Change the list part in the cell below (the part enclosed in double quotes in "list = \"list_fastq.tsv\"") to the name of the list you created and execute it.<br>
\* For details on each parameter, see `5.1. When Machine Memory is 40GB or More`.

In [None]:
####################################################
# Set Parameters
####################################################
# Strain list
list = "list_fastq.tsv"
# Configuration file
# If you want to perform quality assessment, create a quality configuration file and specify its filename below.
config = "" 
# config = "configuration.txt"
# Assembler: Enter "p" to use SPAdes, "k" to use SKESA
assembler = "p"
# Contig threshold: Contigs shorter than this value (bp) will be removed
cutoff = 500
# Enter "1" to perform trimming with fastp, "0" to skip
fastp = 1
# Enter "1" to create scaffolds, "0" to skip
scaffold = 0
# Number of threads
threads = 8
# Enter "0" to keep intermediate files like trimmed fastq, "1" to delete them
cleanup = 1

####################################################
# Run grape_qc_assembly (Do not modify)
####################################################
# Run grape_qc_assembly
config_option = f"-c {config} " if config else ""

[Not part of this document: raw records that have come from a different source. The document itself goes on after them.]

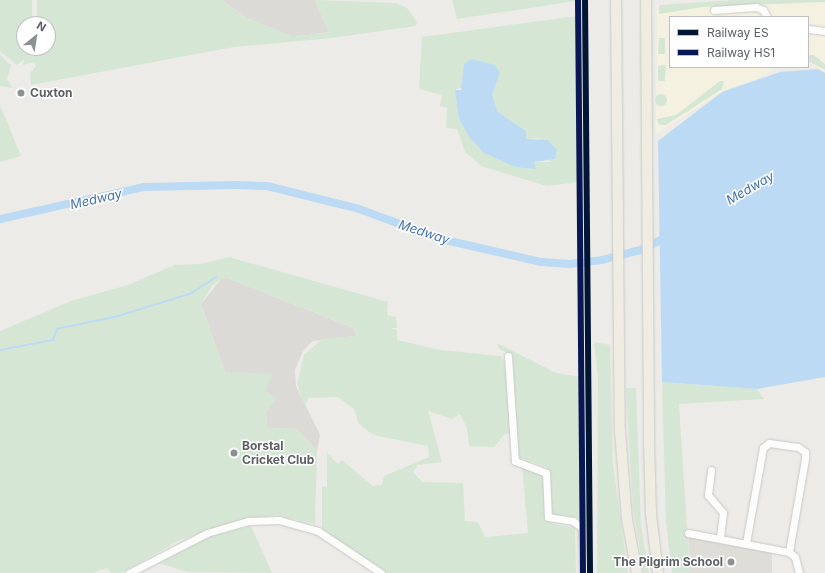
<!DOCTYPE html>
<html>
<head>
<meta charset="utf-8">
<style>
  body { margin:0 }
  #map { position:relative; width:825px; height:573px; overflow:hidden; background:#ecebe7; font-family:Inter,sans-serif }
  div>[style] { position:absolute }
  [style*='--x'] { left:calc(var(--x)*1px); top:calc(var(--y)*1px); width:calc(var(--w)*1px); rotate:calc(var(--a)*1deg) }
  .commercial>* { inset:0; background:#f5f1e1 }
  .industrial>* { inset:0; background:#dcdad7 }
  .education>* { inset:0; background:#dfddd7 }
  .green>* { inset:0; background:#d5e7d4 }
  .round { border-radius:50% }
  .water>* { inset:0; background:#bddaf4 }
  .stream>* { height:1.5px; margin:-0.75px; padding:0 0.75px; transform-origin:0.75px; border-radius:0.75px; background:#bddaf4 }
  .river>* { height:8px; margin:-4px; padding:0 4px; transform-origin:4px; border-radius:4px; background:#bddaf4 }
  .roads { filter:drop-shadow(0 0 1px #c8c9c9) drop-shadow(0 0 1px #c8c9c9) }
  .minor>* { height:7px; margin:-3.5px; padding:0 3.5px; transform-origin:3.5px; border-radius:3.5px; background:#fcfcfb }
  .highway>* { height:10px; margin:-5px; padding:0 5px; transform-origin:5px; border-radius:5px; background:#efece2 }
  .rail-1>* { height:6px; margin:-3px; padding:0 3px; transform-origin:3px; border-radius:3px; background:#011633 }
  .rail-2>* { height:6px; margin:-3px; padding:0 3px; transform-origin:3px; border-radius:3px; background:#091855 }
  .dots>* { width:11px; height:11px; translate:-50% -50%; box-sizing:border-box; border:2px solid #fff; border-radius:50% }
  span { translate:-50% -50%; white-space:nowrap; text-align:center; line-height:1.15; -webkit-text-stroke:3px #fff; paint-order:stroke }
  .poi-label { font-size:12px; color:#5c6064; font-weight:700 }
  .left { translate:0 -50%; text-align:left }
  .right { translate:-100% -50%; text-align:right }
  .water-label { font-size:13px; color:#4673ac; font-style:italic }
  .legend { position:absolute; left:669px; top:16px; width:140px; height:52px; box-sizing:border-box; background:#fff; border:1px solid #bebfc1; margin:0; padding:5px 7px; list-style:none; font-size:12px; color:#5c6064 }
  .legend li { display:flex; align-items:center; gap:8px; height:20px }
  .legend b { width:20px; border:1px solid #bebfc1 }
  .north { position:absolute; left:16px; top:16px; width:40px; height:40px; box-sizing:border-box; background:#fff; border:1px solid #bebfc1; border-radius:50%; rotate:30deg; font-size:11px; font-weight:700; line-height:16px; text-align:center; color:#5c6064 }
  .north::after { content:''; display:block; margin:auto; width:14px; height:18px; background:#8e9192; clip-path:polygon(50% 0,100% 100%,50% 72%,0 100%) }
</style>
</head>
<body>
<div id="map">
  <div class="commercial">
    <div style="clip-path:polygon(825px 0,825px 72px,808px 62px,808px 17px,670px 17px,670px 67px,775px 67px,765px 76px,725px 90px,656px 134px,657px 5px)"></div>
  </div>
  <div class="industrial">
    <div style="clip-path:polygon(221px 0,315px 0,329px 32px,293px 37px,247px 18px)"></div>
    <div style="clip-path:polygon(221px 279px,230px 279px,354px 328px,357px 336px,313px 341px,303px 351px,295px 370px,296px 386px,320px 435px,317px 451px,297px 429px,267px 428px,266px 412px,225px 372px,201px 304px)"></div>
  </div>
  <div class="education">
    <div style="clip-path:polygon(688px 535px,772px 551px,772px 573px,690px 573px)"></div>
  </div>
  <div class="green">
    <div style="clip-path:polygon(0 0,32px 0,32px 24px,24px 24px,24px 48px,48px 48px,48px 24px,37px 24px,37px 0,221px 0,247px 18px,293px 37px,329px 32px,315px 0,395px 3px,407px 8px,417px 22px,416px 26px,332px 38px,234px 47px,31px 85px,30px 73px,36px 66px,33px 62px,23px 65px,24px 59px,17px 65px,0 51px)"></div>
    <div style="clip-path:polygon(452px 0,582px 0,457px 19px)"></div>
    <div style="clip-path:polygon(734px 0,825px 0,825px 2px,703px 7px,659px 14px,659px 5px)"></div>
    <div style="clip-path:polygon(evenodd,577px 16px,577px 182px,547px 186px,481px 166px,465px 152px,457px 129px,446px 128px,447px 108px,440px 106px,442px 95px,419px 89px,422px 37px,577px 16px,500px 73px,492px 95px,498px 112px,526px 131px,526px 139px,540px 138px,550px 162px,534px 162px,536px 169px,455px 90px,500px 73px)"></div>
    <div style="clip-path:polygon(659px 38px,665px 38px,665px 54px,658px 54px)"></div>
    <div style="clip-path:polygon(0 55px,11px 65px,7px 79px,13px 88px,0 86px)"></div>
    <div style="clip-path:polygon(808px 55px,814px 55px,825px 64px,825px 70px,808px 61px)"></div>
    <div style="clip-path:polygon(666px 65px,665px 81px,658px 81px,658px 66px)"></div>
    <div style="clip-path:polygon(720px 81px,724px 81px,722px 89px,666px 125px,659px 125px,657px 119px,676px 115px)"></div>
    <div class="round" style="left:655px;top:94px;width:12px;height:12px"></div>
    <div style="clip-path:polygon(1px 107px,21px 156px,0 162px,0 109px)"></div>
    <div style="clip-path:polygon(229px 257px,388px 302px,387px 315px,396px 317px,397px 328px,390px 328px,397px 330px,397px 340px,441px 350px,501px 356px,506px 365px,512px 433px,505px 434px,494px 447px,469px 446px,467px 428px,460px 414px,452px 419px,428px 411px,442px 462px,418px 465px,413px 472px,422px 482px,463px 483px,465px 521px,478px 522px,485px 537px,528px 533px,522px 466px,543px 474px,546px 519px,553px 524px,575px 528px,576px 573px,386px 573px,322px 529px,322px 486px,327px 487px,327px 453px,338px 464px,342px 460px,373px 486px,382px 485px,384px 476px,429px 457px,428px 446px,373px 435px,358px 423px,355px 410px,338px 397px,308px 398px,305px 406px,297px 384px,304px 355px,322px 339px,356px 336px,355px 328px,230px 279px,221px 279px,212px 286px,201px 304px,225px 372px,273px 374px,265px 390px,276px 399px,266px 412px,267px 428px,297px 429px,317px 451px,315px 524px,276px 515px,246px 519px,182px 539px,121px 573px,111px 573px,107px 568px,92px 573px,0 573px,0 331px,71px 301px,128px 285px,172px 266px,173px 269px,173px 265px,201px 264px)"></div>
    <div style="clip-path:polygon(594px 342px,610px 345px,613px 464px,628px 573px,597px 573px,598px 377px)"></div>
    <div style="clip-path:polygon(497px 343px,556px 373px,582px 377px,587px 523px,576px 517px,551px 514px,551px 475px,546px 467px,518px 457px,510px 354px,499px 349px)"></div>
    <div style="clip-path:polygon(662px 382px,757px 389px,764px 399px,679px 404px,690px 573px,672px 573px,666px 523px)"></div>
    <div style="clip-path:polygon(626px 388px,636px 388px,641px 525px,649px 573px,644px 573px,633px 507px)"></div>
    <div style="clip-path:polygon(251px 526px,272px 573px,188px 572px,155px 562px,211px 536px)"></div>
  </div>
  <div class="water">
    <div style="clip-path:polygon(471px 59px,495px 65px,500px 73px,492px 95px,498px 112px,526px 131px,526px 139px,548px 140px,557px 150px,555px 159px,534px 162px,536px 169px,516px 167px,484px 153px,470px 138px,459px 119px,455px 90px,461px 90px,464px 64px)"></div>
    <div style="clip-path:polygon(818px 69px,825px 73px,825px 377px,757px 389px,662px 382px,658px 141px,722px 92px,780px 72px)"></div>
  </div>
  <div class="stream">
    <div style="--x:0;--y:350;--w:54;--a:-10.7"></div>
    <div style="--x:53;--y:340;--w:12;--a:-70"></div>
    <div style="--x:57;--y:329;--w:62;--a:-12"></div>
    <div style="--x:118;--y:316;--w:75;--a:-17"></div>
    <div style="--x:190;--y:294;--w:31;--a:-33"></div>
  </div>
  <div class="river">
    <div style="--x:0;--y:219;--w:148;--a:-12.5"></div>
    <div style="--x:144;--y:187;--w:91;--a:-1.3"></div>
    <div style="--x:235;--y:185;--w:32;--a:2"></div>
    <div style="--x:267;--y:186;--w:95;--a:14"></div>
    <div style="--x:359;--y:209;--w:87;--a:20.1"></div>
    <div style="--x:441;--y:239;--w:103;--a:13"></div>
    <div style="--x:541;--y:262;--w:29;--a:4"></div>
    <div style="--x:570;--y:264;--w:32;--a:-7"></div>
    <div style="--x:602;--y:260;--w:43;--a:-14.7"></div>
    <div style="--x:644;--y:249;--w:26;--a:-29"></div>
  </div>
  <div class="roads">
    <div class="minor">
      <div style="--x:714;--y:10;--w:42;--a:-4.1"></div>
      <div style="--x:756;--y:7;--w:8;--a:23"></div>
      <div style="--x:763;--y:10;--w:8;--a:60"></div>
      <div style="--x:808;--y:29;--w:17;--a:7"></div>
      <div style="--x:508;--y:356;--w:105;--a:86.2"></div>
      <div style="--x:515;--y:461;--w:33;--a:21"></div>
      <div style="--x:546;--y:473;--w:44;--a:87.4"></div>
      <div style="--x:548;--y:517;--w:25;--a:9"></div>
      <div style="--x:573;--y:521;--w:11;--a:38"></div>
      <div style="--x:582;--y:528;--w:45;--a:88.7"></div>
      <div style="--x:711;--y:470;--w:25;--a:97"></div>
      <div style="--x:708;--y:495;--w:23;--a:50"></div>
      <div style="--x:723;--y:513;--w:25;--a:97"></div>
      <div style="--x:688;--y:533;--w:103;--a:10.7"></div>
      <div style="--x:789;--y:552;--w:8;--a:40"></div>
      <div style="--x:795;--y:557;--w:16;--a:76"></div>
      <div style="--x:746;--y:543;--w:97;--a:-79.9"></div>
      <div style="--x:763;--y:448;--w:8;--a:-40"></div>
      <div style="--x:769;--y:443;--w:29;--a:8"></div>
      <div style="--x:798;--y:447;--w:9;--a:36"></div>
      <div style="--x:805;--y:452;--w:7;--a:90"></div>
      <div style="--x:805;--y:459;--w:94;--a:99.8"></div>
      <div style="--x:129;--y:573;--w:88;--a:-27.1"></div>
      <div style="--x:207;--y:533;--w:43;--a:-16.3"></div>
      <div style="--x:248;--y:521;--w:31;--a:-2"></div>
      <div style="--x:279;--y:520;--w:41;--a:15.8"></div>
      <div style="--x:318;--y:531;--w:76;--a:33.7"></div>
    </div>
    <div class="highway">
      <div style="--x:616;--y:0;--w:431;--a:89.5"></div>
      <div style="--x:620;--y:431;--w:88;--a:85.5"></div>
      <div style="--x:627;--y:519;--w:55;--a:79.5"></div>
      <div style="--x:646;--y:0;--w:442;--a:89.6"></div>
      <div style="--x:649;--y:442;--w:72;--a:88.4"></div>
      <div style="--x:651;--y:514;--w:59;--a:83.2"></div>
    </div>
  </div>
  <div class="rail-1">
    <div style="--x:585;--y:0;--w:573;--a:89.5"></div>
  </div>
  <div class="rail-2">
    <div style="--x:578;--y:0;--w:573;--a:89.5"></div>
  </div>
  <div class="dots">
    <div style="left:21px;top:93px;background:#8e9192"></div>
    <div style="left:234px;top:453px;background:#8e9192"></div>
    <div style="left:731px;top:562px;background:#8e9192"></div>
  </div>
  <div class="poi-label">
    <span class="left" style="left:30px;top:93px">Cuxton</span>
    <span class="left" style="left:242px;top:453px">Borstal<br>Cricket Club</span>
    <span class="right" style="left:723px;top:562px">The Pilgrim School</span>
  </div>
  <div class="water-label">
    <span style="left:750px;top:188px;rotate:-30deg">Medway</span>
    <span style="left:96px;top:199px;rotate:-13deg">Medway</span>
    <span style="left:424px;top:232px;rotate:18deg">Medway</span>
  </div>
  <ul class="legend">
  <li><b style="height:5px;background:#011633"></b>Railway ES</li>
  <li><b style="height:5px;background:#091855"></b>Railway HS1</li>
  </ul>
  <div class="north">N</div>
</div>
</body>
</html>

!bash grape_qc_assembly.sh \
    -i $list \
    -a $assembler \
    -L $cutoff \
    -p $fastp \
    -s $scaffold \
    -t $threads \
    -u $cleanup $config_option \
    -r 1 \
    > grape_qc_assembly.log
!echo 'Complete!'

<font color="Tomato">────────────────────────────────────────────</font>

<br>

### 5. After execution, a folder named `qc_assembly_[date]_[time]_[list_name]` will be created. The files in the folder are as follows:<br>

- [strain_name].fasta: Draft genome
- assembly_summary.tsv: Summary of statistics such as contig lengths (calculated by QUAST).
- coverage.txt: Coverage list
- list_assembly.tsv: FASTQ file list for strains included in list_over_coverage.
- list_over_coverage: List of strains that exceeded the coverage specified in the configuration file. Only strains in this list will be assembled.
- qc_results.tsv: Results from QUAST and CheckM (genome size, contamination, etc.). Records "pass" if within the configuration file range, "fail" if outside. The qc_results (overall assessment) column shows "PASS" only when all values pass.
- qc_results.xlsx: Excel version of qc_results.tsv (same content).
- Data only retained when cleanup=0
  - fastp folder: FASTQ files trimmed by fastp
    - [strain_name]_1(2).fastq.gz: Read1 or 2 read files where pairs were found
    - [strain_name]_u1(u2).fastq.gz: Read1 or 2 read files where pairs were not found
  - quast folder: QUAST execution results
    - For details of output, see [https://github.com/ablab/quast#output](https://github.com/ablab/quast#output).
  - checkm folder: CheckM execution results
    - For details of output, see [https://github.com/Ecogenomics/CheckM](https://github.com/Ecogenomics/CheckM).

Generally, data that passes QC is used for subsequent analysis (SNP analysis, etc.).<br>
However, data that does not pass quality checks may not be completely unusable. If there is no obvious contamination or similar issues, examine the data carefully.